Their fitness love story offers lessons for all of us at Valentine’s Day and year-round.
How They Met
Shebah and Nate were both involved in successful careers when they interviewed for a municipal recreation job.
Nate got it, but the first time they met – at a grocery store, without knowing about the professional rivalry – Shebah was smitten.
“I turned around and looked at this guy, and he’s really fine…,” she recalls. “I applied for the job, and then I got him.”
Shebah became a catalyst for Nate’s transition to exercise and healthy eating. He had recently suffered a health scare while working a corporate job that involved a lot of travel and stress, without any time for taking care of himself.

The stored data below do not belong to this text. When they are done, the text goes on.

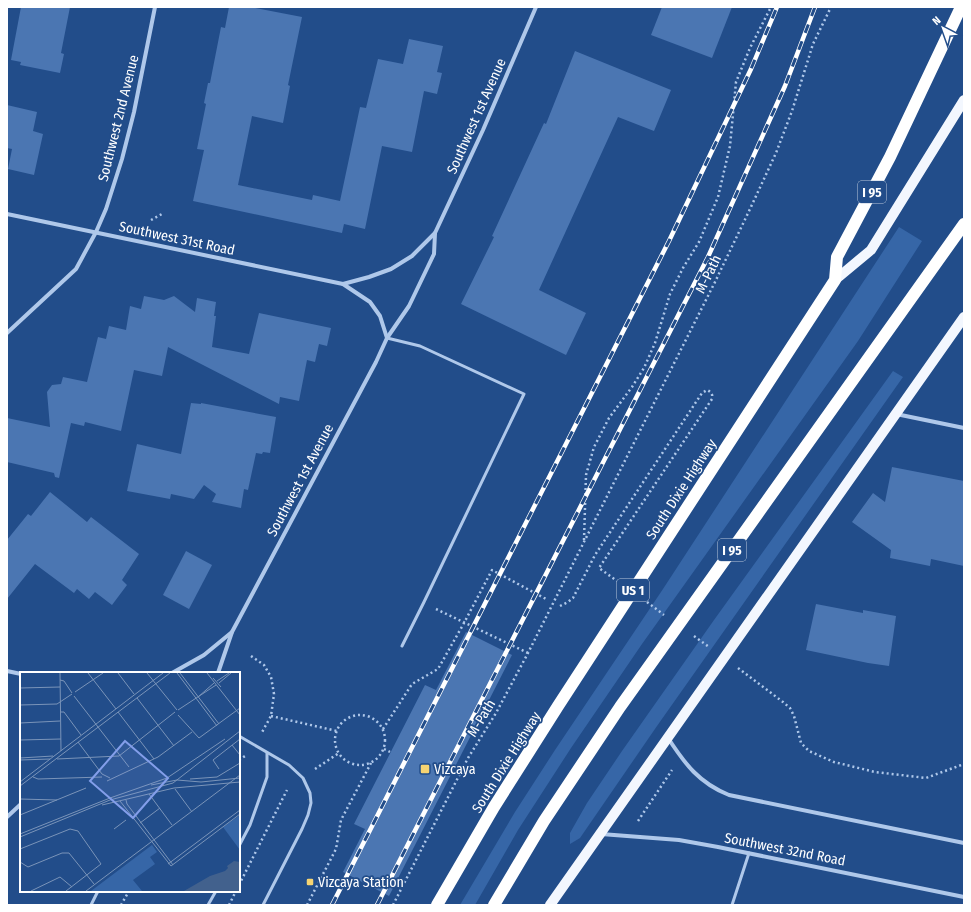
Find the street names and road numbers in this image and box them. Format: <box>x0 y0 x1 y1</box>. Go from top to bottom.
street label: Southwest 2nd Avenue <box>95 53 142 183</box>
street label: Southwest 1st Avenue <box>443 56 510 177</box>
road number: I 95 <box>858 181 886 203</box>
street label: Southwest 31st Road <box>118 218 236 259</box>
street label: M-Path <box>692 252 725 296</box>
street label: Southwest 1st Avenue <box>264 421 337 539</box>
street label: South Dixie Highway <box>643 435 721 543</box>
road number: I 95 <box>718 539 746 561</box>
road number: US 1 <box>617 579 649 601</box>
street label: M-Path <box>464 697 499 740</box>
street label: South Dixie Highway <box>468 708 545 816</box>
street label: Southwest 32nd Road <box>723 829 847 870</box>

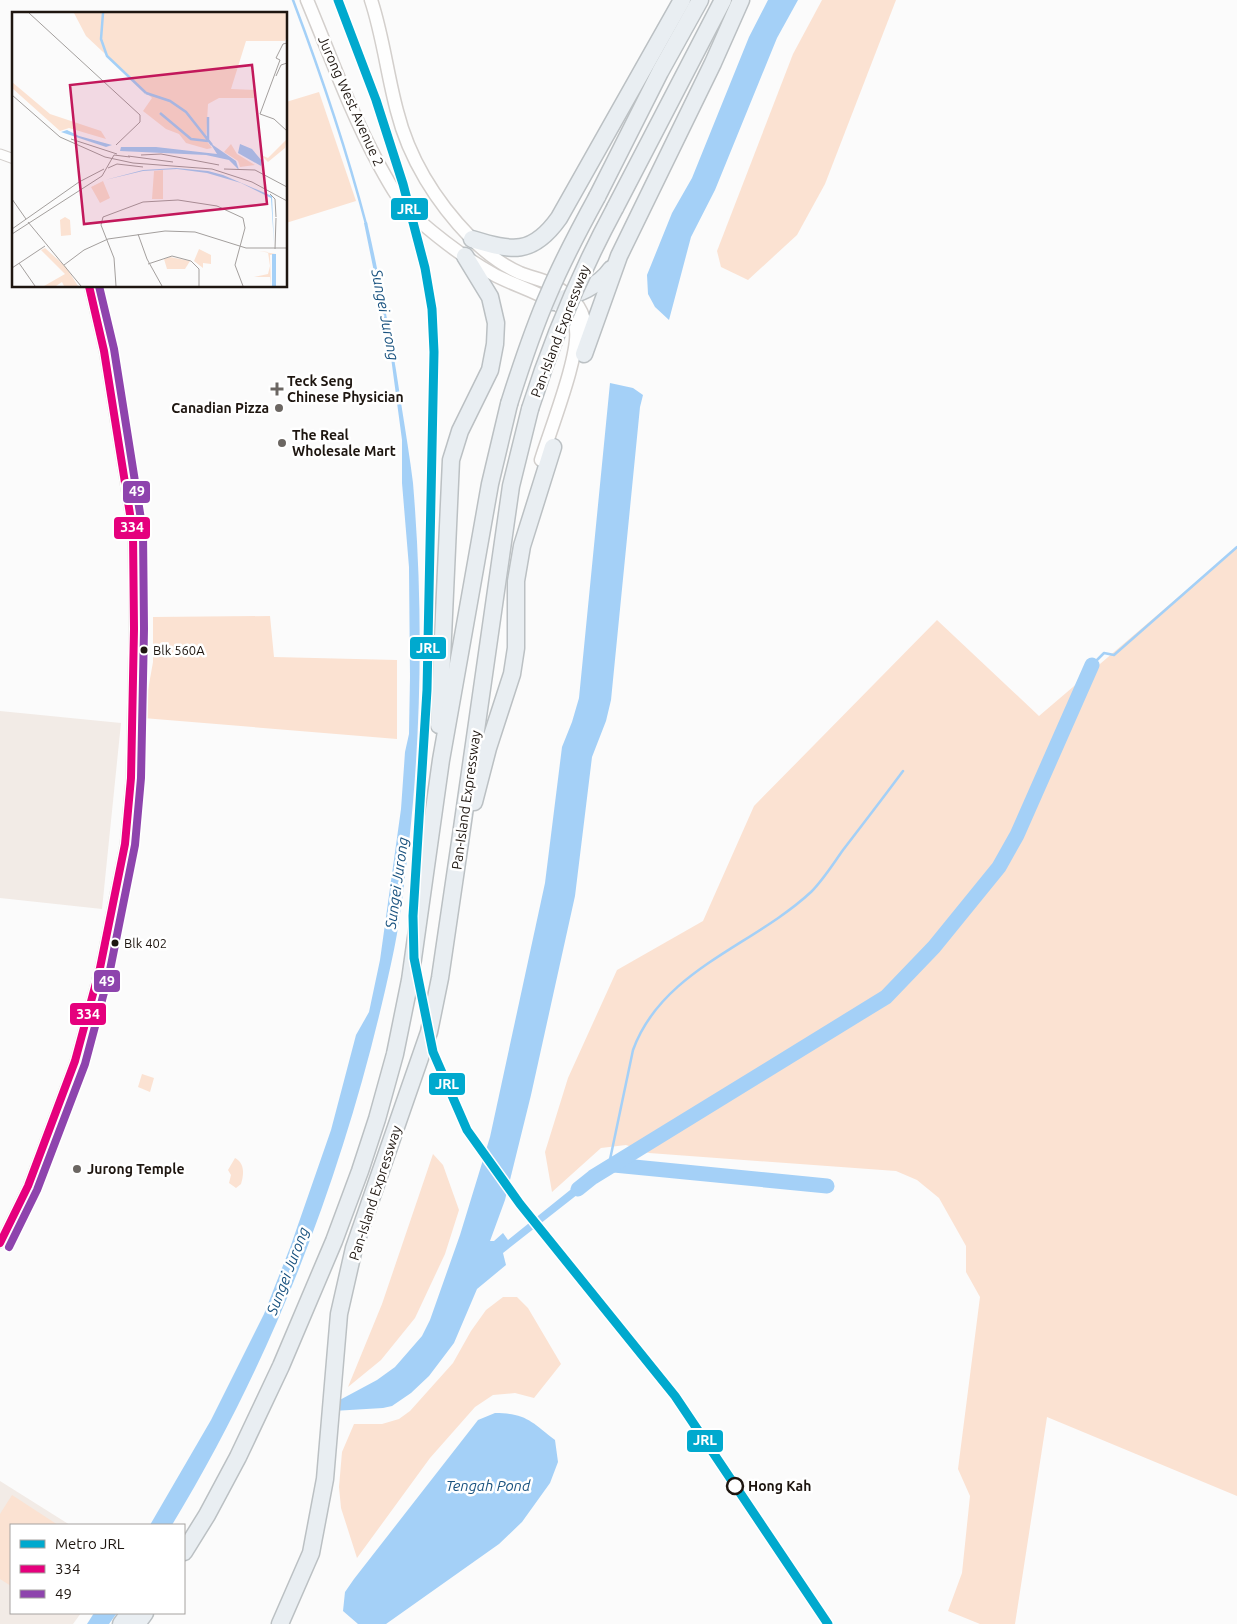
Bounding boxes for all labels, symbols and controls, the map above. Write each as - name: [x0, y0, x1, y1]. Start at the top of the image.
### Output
- inset map: [12, 12, 288, 288]
- street label: Jurong West Avenue 2: [315, 33, 387, 169]
- line badge: JRL: [390, 197, 429, 221]
- text: JRL: [397, 201, 421, 217]
- street label: Pan-Island Expressway: [527, 262, 593, 400]
- water label: Sungei Jurong: [368, 267, 403, 362]
- place label: Teck Seng Chinese Physician: [287, 373, 404, 405]
- marker: Teck Seng Chinese Physician: [271, 383, 283, 395]
- place label: Canadian Pizza: [171, 400, 269, 416]
- marker: Canadian Pizza: [273, 402, 285, 414]
- place label: The Real Wholesale Mart: [292, 427, 396, 459]
- marker: The Real Wholesale Mart: [276, 437, 288, 449]
- line badge: 49: [122, 480, 151, 504]
- text: 49: [129, 483, 145, 499]
- line badge: 334: [113, 516, 151, 540]
- text: 334: [120, 519, 144, 535]
- line badge: JRL: [409, 636, 447, 660]
- text: JRL: [416, 640, 440, 656]
- place label: Blk 560A: [153, 643, 205, 657]
- marker: Blk 560A: [139, 645, 149, 655]
- street label: Pan-Island Expressway: [448, 729, 484, 871]
- water label: Sungei Jurong: [382, 836, 411, 931]
- place label: Blk 402: [124, 936, 167, 950]
- marker: Blk 402: [110, 938, 120, 948]
- line badge: 49: [93, 969, 121, 993]
- text: 49: [99, 973, 115, 989]
- line badge: 334: [69, 1002, 107, 1026]
- text: 334: [76, 1006, 100, 1022]
- line badge: JRL: [428, 1072, 466, 1096]
- text: JRL: [435, 1076, 459, 1092]
- street label: Pan-Island Expressway: [346, 1123, 404, 1262]
- place label: Jurong Temple: [87, 1161, 185, 1177]
- marker: Jurong Temple: [71, 1163, 83, 1175]
- water label: Sungei Jurong: [263, 1225, 312, 1318]
- line badge: JRL: [686, 1429, 724, 1453]
- text: JRL: [693, 1432, 717, 1448]
- water label: Tengah Pond: [446, 1477, 531, 1494]
- marker: Hong Kah: [726, 1477, 744, 1495]
- place label: Hong Kah: [748, 1478, 811, 1494]
- legend: [10, 1524, 185, 1614]
- text: Metro JRL: [55, 1535, 125, 1552]
- text: 334: [55, 1560, 80, 1577]
- text: 49: [55, 1585, 72, 1602]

That was more than 10 years ago, and the pair are both super-fit and devoted to helping their clients, and each other, live their best lives for as long as possible. Some of their clients are younger adults, but many are over 50, as well.
Nate and Shebah stay active inside the gym and outside of it.
“It’s important to us that we walk our talk,” Nate says. “We want to make sure we do what we suggest.”
Shebah adds, “We’re promoting this whole idea of being ageless, so we want to look that part.”
Tips for Other Couples
Part of their motivation to stay fit is rooted in their concern for each other. They share that philosophy with other mature adults who want to get fit or remain fit.
“Do you want to stay healthy long enough so that your partner doesn’t have to take care of you?” Shebah asks. “People don’t think about that. But it creates a stronger bond.”
Nate says fitness helps them grow their interdependence -- common growth and experiences that make the relationship stronger. He has become a great friend to Shebah’s adult son, whose activities as a special-needs athlete keep the family moving.
Some research suggests that working out with your significant other is good for both your workouts and your relationship. But sometimes, one partner is ready to exercise and eat right, while the other one isn’t yet on board. This couple cautions against applying too much pressure if that’s the case.
“You can only do it for yourself – you can’t do it for somebody else until they want it,” Nate says.
“You have to make up your own mind that fitness is for you,” Shebah adds. “The other person doesn’t always listen. You can lead by example.”
That idea of being “ageless” means something different to everyone, and Shebah and Nate urge people over 50 to focus on posture, alignment, balance and nutrition, along with strength and cardio training.
“It’s not about trying to be 25 again,” Nate says. “It’s about dealing with your issues and getting on with your life the way you want to. Getting old isn’t for weaklings.”